I missed the December DFG sewing event, but I made it to January’s.  I stayed late to talk to Shannon and Dee about the trip because I knew nothing about it at all. I didn’t even know if there was space open for more people to go, to be honest.  Shannon was super busy, so I cornered Dee.

“Uh, Dee?” I didn’t even know where to start.  How do you invite yourself to go on a trip across the world with someone you only met once before? ”So…you and Shannon had mentioned that you’re going to Uganda?”

Dee practically cut me off with her response. “Oh! You’re coming too!”  Her eyes were big and excited. Dee is nothing if not enthusiastic.  All of her body language managed to rejoice in the thought of me coming to Africa with them.

I’m pretty sure I told her at this point that I didn’t know anything whatsoever about the trip except that it was planned for the fall of ’16, and I thought I stomped on her enthusiasm by saying I hadn’t decided for sure yet if I was going to go.  (This might not have been true, but I felt like I hadn’t fully committed yet.)  She got out her planner to tell me the dates, cost, general plan, etc.

Shannon walked up.  Dee turned to her and said, “Julia is coming to Uganda with us!”  She was very happy about this.  Maybe I hadn’t stomped on her enthusiasm as hard as I’d hoped.

Shannon says, totally straight faced, nodding, and as if it was completely obvious from the beginning, “Oh yeah, I knew she was in.”

I was incredulent,  ”Wait now, don’t get to decide this? I just found out when it is and stuff. I have not committed yet!” I  needn’t have said anything.  They ignored me anyway…

I eventually told them that I was in the process of convincing my mom to go too, but that they’d better pray about it a lot, because Mom isn’t the type to be all gung-ho for discomfort.  I described the Christmas miracle and told them that if there was ever an initiative that got all of my mom’s passions and interests engaged at once, this would be it.

That evening at home I called my mom. She put me on speaker phone so Dad could talk too. “So Mom, are you coming to Africa with me?”

Dad shouts out, “Yes!”  He’s as enthusiastic about adventures- even ones he’s not invited on- as Dee is.

Mom is less enthusiastic.  She’s talking slowly.  ”Well, I hadn’t really thought about it at all through Christmas, but this week I’ve thought about it a lot.”  She proceeded to ask a ton of questions, some that I had answers to, some that I didn’t.  The talk turned from the trip plans to how we’d actually go about teaching people how to sew stuff on treadle machines, which type we’d be using, and so on. She also, sometime in the middle of our conversation, started to say “we” about the sewing instructors.  These were clear signs of her intent but just to make sure, I asked her before hanging up -

“Mom, are you going to go with me?”

“Yeah, I don’t think I can say ‘no’ to this.”

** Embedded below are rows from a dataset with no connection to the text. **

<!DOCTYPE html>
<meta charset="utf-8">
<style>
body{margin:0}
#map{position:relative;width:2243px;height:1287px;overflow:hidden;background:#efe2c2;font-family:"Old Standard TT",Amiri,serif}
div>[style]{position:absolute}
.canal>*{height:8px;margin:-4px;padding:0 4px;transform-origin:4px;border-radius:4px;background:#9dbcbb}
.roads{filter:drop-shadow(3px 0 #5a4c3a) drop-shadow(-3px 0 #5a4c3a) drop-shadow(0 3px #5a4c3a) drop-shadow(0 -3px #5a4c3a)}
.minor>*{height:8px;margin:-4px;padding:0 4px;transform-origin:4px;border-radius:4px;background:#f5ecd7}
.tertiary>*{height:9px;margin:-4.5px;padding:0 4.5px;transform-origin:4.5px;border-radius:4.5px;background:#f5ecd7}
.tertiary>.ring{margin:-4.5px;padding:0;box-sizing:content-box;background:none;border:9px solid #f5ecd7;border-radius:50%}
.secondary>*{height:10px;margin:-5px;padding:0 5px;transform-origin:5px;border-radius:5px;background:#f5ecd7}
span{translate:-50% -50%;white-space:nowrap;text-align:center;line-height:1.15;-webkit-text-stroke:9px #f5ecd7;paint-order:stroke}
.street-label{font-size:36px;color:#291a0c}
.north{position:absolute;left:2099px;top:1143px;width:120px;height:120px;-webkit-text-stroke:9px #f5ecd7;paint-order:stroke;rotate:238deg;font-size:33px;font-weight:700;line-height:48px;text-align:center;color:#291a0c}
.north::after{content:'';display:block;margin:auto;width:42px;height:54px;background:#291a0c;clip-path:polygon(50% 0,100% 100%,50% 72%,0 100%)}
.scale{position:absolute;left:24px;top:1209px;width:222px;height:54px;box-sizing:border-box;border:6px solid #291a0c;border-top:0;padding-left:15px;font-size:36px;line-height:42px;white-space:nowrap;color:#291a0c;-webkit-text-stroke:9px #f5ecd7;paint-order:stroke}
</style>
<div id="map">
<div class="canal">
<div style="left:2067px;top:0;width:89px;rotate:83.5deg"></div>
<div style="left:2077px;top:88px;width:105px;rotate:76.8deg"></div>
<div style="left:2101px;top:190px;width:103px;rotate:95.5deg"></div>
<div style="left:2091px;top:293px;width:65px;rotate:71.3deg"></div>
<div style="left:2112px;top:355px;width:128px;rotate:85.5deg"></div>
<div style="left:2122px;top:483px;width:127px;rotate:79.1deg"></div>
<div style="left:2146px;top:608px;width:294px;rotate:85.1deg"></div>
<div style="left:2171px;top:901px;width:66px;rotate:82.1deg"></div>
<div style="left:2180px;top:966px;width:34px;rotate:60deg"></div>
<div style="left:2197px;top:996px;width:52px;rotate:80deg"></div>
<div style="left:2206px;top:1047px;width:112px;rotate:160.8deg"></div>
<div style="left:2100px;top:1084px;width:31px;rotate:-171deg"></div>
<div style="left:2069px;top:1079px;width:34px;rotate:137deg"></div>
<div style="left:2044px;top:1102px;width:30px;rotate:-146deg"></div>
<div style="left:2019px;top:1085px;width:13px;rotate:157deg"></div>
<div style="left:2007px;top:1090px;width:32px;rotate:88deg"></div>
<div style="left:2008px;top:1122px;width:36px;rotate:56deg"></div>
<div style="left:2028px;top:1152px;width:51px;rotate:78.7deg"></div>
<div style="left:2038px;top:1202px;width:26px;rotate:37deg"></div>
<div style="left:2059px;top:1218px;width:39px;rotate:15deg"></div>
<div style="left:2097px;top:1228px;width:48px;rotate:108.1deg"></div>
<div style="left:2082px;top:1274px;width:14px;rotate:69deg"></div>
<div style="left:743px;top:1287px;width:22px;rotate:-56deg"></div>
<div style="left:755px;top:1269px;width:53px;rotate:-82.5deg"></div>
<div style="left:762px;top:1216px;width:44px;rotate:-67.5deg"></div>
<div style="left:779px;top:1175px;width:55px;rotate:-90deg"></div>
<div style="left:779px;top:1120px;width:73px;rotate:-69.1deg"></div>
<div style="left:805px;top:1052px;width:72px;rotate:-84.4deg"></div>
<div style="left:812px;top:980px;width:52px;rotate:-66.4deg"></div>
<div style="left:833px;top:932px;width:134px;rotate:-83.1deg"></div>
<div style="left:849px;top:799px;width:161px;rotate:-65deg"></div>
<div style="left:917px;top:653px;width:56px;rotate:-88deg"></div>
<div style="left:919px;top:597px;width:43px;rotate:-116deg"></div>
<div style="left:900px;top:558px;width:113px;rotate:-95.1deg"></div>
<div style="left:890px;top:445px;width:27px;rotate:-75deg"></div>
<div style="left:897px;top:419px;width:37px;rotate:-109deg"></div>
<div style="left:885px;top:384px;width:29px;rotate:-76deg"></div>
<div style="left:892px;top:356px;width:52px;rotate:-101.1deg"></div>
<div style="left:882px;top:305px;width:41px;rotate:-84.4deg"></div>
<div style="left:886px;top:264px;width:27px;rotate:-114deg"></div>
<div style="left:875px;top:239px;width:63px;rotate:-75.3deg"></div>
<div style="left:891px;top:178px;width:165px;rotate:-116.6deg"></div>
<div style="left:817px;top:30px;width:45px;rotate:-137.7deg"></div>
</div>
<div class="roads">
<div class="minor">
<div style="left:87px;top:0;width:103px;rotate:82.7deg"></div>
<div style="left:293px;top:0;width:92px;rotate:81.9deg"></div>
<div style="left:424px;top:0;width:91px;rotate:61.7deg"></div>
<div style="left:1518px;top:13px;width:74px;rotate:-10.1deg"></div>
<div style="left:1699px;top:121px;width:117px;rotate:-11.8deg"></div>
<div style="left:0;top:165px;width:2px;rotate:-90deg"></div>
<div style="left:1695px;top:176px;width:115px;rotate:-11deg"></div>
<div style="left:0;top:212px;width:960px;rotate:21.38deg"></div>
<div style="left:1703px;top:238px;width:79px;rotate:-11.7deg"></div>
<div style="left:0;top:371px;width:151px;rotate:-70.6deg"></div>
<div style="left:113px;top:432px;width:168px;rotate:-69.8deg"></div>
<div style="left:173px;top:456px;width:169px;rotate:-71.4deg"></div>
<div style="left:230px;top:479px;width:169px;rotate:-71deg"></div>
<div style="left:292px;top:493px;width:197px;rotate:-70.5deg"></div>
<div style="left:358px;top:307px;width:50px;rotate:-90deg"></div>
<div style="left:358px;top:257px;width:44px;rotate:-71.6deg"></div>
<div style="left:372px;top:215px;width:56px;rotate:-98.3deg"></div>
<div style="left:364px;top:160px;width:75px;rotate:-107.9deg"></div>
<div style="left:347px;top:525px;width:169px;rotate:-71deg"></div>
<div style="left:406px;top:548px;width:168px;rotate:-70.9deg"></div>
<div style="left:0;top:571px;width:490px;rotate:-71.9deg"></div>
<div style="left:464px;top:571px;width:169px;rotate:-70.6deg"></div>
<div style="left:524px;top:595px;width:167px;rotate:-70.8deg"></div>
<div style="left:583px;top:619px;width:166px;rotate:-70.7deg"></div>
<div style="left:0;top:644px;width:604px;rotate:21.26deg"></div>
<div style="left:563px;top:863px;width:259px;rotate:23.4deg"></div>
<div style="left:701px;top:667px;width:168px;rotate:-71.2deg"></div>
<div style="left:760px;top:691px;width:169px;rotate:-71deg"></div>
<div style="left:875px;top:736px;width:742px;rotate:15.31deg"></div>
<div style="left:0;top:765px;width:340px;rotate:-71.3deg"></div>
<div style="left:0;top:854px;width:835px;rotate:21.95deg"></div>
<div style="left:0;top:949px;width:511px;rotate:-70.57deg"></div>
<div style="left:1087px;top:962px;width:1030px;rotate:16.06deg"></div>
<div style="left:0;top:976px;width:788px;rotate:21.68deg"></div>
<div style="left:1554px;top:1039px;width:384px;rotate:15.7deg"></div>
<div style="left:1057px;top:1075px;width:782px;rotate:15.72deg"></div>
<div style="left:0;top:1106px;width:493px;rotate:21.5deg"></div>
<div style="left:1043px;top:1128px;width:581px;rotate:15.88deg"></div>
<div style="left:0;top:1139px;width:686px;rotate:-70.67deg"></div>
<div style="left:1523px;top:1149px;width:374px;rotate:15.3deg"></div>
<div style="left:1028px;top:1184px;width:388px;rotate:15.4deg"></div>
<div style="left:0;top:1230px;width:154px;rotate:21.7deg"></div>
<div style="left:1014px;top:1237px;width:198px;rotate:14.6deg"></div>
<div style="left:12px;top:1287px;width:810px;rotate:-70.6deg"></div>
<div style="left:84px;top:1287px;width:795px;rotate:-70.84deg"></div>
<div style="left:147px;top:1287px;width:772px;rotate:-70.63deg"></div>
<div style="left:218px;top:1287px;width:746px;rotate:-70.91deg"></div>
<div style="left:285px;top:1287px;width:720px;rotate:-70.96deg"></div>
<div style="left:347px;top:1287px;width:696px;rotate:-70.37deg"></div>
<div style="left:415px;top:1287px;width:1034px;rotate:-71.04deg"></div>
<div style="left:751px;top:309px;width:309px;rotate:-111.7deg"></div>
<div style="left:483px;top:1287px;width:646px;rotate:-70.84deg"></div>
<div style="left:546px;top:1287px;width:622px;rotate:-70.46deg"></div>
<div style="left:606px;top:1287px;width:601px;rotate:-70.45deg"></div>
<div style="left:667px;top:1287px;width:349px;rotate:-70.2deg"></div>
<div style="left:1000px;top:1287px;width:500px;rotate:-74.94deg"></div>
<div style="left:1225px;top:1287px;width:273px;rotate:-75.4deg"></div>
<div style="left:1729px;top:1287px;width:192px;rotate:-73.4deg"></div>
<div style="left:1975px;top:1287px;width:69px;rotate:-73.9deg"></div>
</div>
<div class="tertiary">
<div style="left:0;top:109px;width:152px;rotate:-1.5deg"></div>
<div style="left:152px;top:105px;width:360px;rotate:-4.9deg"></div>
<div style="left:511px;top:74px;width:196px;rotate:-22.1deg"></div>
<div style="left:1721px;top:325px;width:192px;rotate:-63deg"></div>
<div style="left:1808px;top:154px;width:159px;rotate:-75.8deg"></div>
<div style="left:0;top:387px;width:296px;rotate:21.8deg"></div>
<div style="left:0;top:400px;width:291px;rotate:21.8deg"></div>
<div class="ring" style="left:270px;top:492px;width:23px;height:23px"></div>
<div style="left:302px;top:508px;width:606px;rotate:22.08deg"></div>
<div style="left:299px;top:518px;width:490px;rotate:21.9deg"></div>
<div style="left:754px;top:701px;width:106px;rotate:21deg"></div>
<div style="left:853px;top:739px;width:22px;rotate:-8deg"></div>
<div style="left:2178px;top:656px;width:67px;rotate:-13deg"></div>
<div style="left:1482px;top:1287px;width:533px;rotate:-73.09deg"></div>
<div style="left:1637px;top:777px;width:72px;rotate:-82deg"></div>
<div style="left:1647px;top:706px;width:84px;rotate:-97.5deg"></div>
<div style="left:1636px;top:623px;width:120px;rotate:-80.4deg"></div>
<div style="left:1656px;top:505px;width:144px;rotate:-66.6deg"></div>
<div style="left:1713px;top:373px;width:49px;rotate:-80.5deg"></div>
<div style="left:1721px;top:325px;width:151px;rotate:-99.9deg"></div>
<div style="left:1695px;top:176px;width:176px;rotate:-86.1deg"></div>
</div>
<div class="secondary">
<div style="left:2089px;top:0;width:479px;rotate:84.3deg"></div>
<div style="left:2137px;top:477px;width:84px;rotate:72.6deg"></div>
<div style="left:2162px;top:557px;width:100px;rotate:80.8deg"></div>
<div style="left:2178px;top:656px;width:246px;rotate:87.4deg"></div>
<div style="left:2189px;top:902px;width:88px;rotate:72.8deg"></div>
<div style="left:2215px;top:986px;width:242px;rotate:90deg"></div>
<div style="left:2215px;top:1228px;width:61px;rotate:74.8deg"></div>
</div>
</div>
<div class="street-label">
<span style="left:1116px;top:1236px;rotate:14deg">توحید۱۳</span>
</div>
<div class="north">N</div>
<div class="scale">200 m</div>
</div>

I smiled. I am happy my mom is going to be with me on my adventure. It’s going to be crazy and scary and tiring and stretching, but the company is good. We’ve both become very excited about the prospect, and I really hope there are no trip cancelations in our future.

Now we just wait and prepare. Those two activities have been both stretching and rewarding, and they’re only going to become more difficult.  So far I’ve  submitted a lot of paperwork, “helped” with a garage sale (I use the term “helped” loosely because I had my 4 kids with me), worked at DFG events, attended a Ugandan dinner party, gotten sucked into IF:Gathering and IF:Table – my new loves, made some new friends, read a book to help prepare mentally, attended a few trip meetings with our team, and volunteered to help with some fundraising.  It certainly has not been the mellow year we were expecting.  :)  Oh well.  God is good, and if He wants me in Africa, that’s where I want to be.